Alabama Court of Civil Appeals, 1999

Latty v. Justin

Latty v. Justin
Alabama Court of Civil Appeals · Decided November 19, 1999 · Thompson, Robertson, Yates, Monroe, Crawley
787 So. 2d 707; 1999 Ala. Civ. App. LEXIS 835; 1999 WL 1046464 (Southern Reporter, Second Series)

Latty v. Justin

Opinion of the Court

THOMPSON, Judge.

AFFIRMED. NO OPINION.

See Rule 53(a)(1) and (a)(2)(A), Ala. R.App.P.; Singleton v. Harp, 689 So.2d 880 (Ala.Civ.App. 1996); and Laminack v. Laminack, 675 So.2d 479 (Ala.Civ.App. 1996).

ROBERTSON, P.J., and YATES and MONROE, JJ., concur. CRAWLEY, J., dissents.

Dissenting Opinion

CRAWLEY, Judge,

dissenting.

I dissented in Singleton v. Harp, 689 So.2d 880 (Ala.Civ.App. 1996), which Judge Thompson cites as authority for his order affirming the trial court’s judgment. I conclude that the trial court erred by finding the provision in the separation agreement, incorporated into the divorce judgment, to be a property division rather than a periodic alimony provision. The provision at issue states:

“11. That the [husband] retired from the United States Army in April 1990, and is presently receiving [$970] per month [in] military retirement pension benefits as a military retiree.
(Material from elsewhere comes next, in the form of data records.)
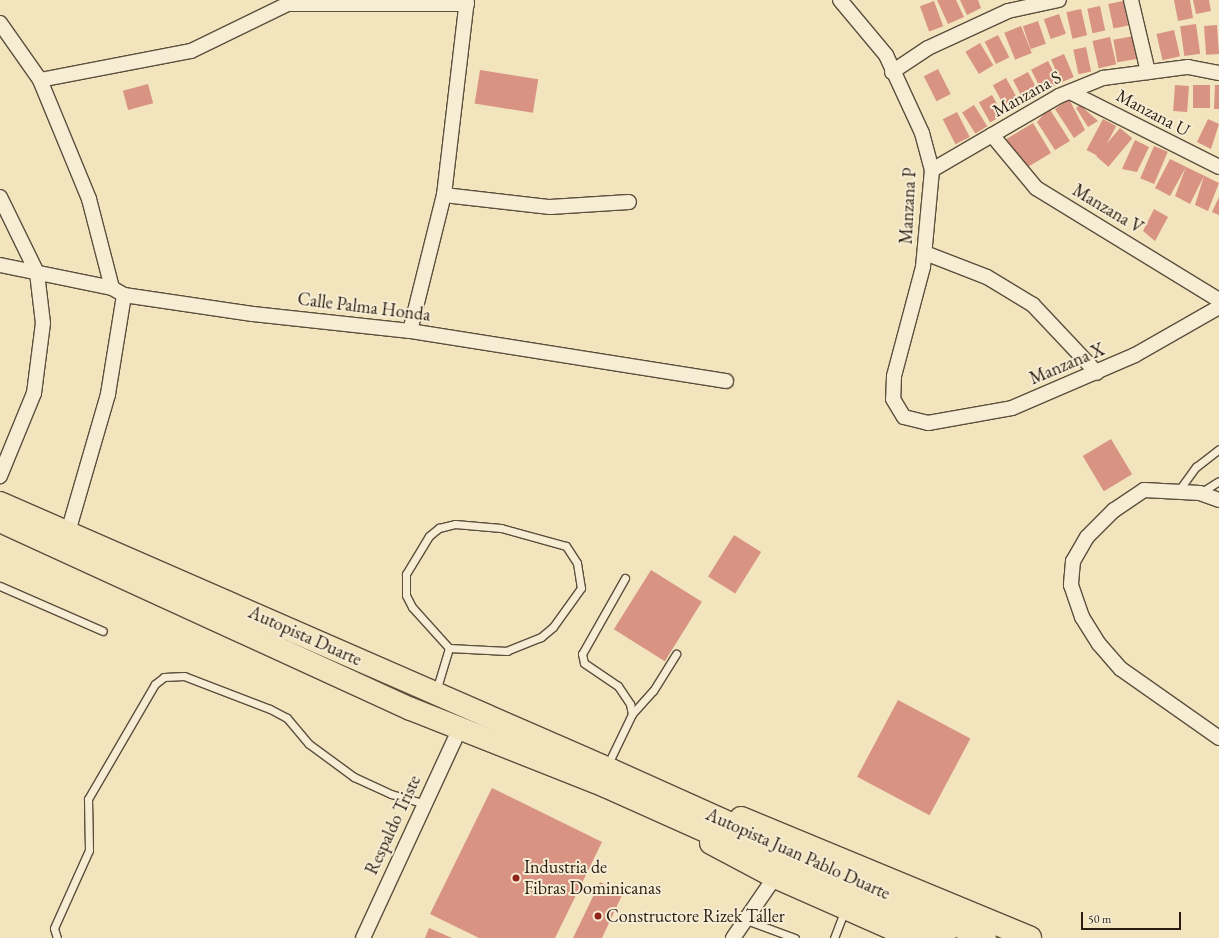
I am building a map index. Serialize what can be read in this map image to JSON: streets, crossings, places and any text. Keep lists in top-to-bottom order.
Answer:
{
  "streets": {
    "main road": ["Autopista Duarte", "Autopista Juan Pablo Duarte"],
    "street": [
      "Manzana S",
      "Manzana U",
      "Manzana P",
      "Manzana V",
      "Calle Palma Honda",
      "Manzana X",
      "Respaldo Triste"
    ]
  },
  "crossings": [
    ["Manzana S", "Manzana U"],
    ["Manzana S", "Manzana P"],
    ["Manzana S", "Manzana V"],
    ["Manzana P", "Manzana X"],
    ["Autopista Duarte", "Respaldo Triste"],
    ["Autopista Duarte", "Autopista Juan Pablo Duarte"]
  ],
  "places": ["Industria de Fibras Dominicanas", "Constructore Rizek Taller"],
  "scale_bar": "50 m"
}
The parties agree that in lieu of periodic alimony, the [wife] shall receive the entire military retirement pension benefits for a period of [24] months following the rendition of the Final Judgment of Divorce; thereafter, the [wife] shall be entitled to receive []é] of all [of the husband’s] military retirement pension benefits, which would include any increases in retirement benefits, until such time as the [wife] dies.... ”

The husband filed a petition to terminate this provision, which he argues is a periodic alimony provision and, as such, is terminable, pursuant to Ala.Code 1975, § 30-2-55, upon the wife’s remarriage. The wife contends that the provision is a prop*708erty ■ settlement, which is nonmodifiable, and that her remarriage does not terminate the provision.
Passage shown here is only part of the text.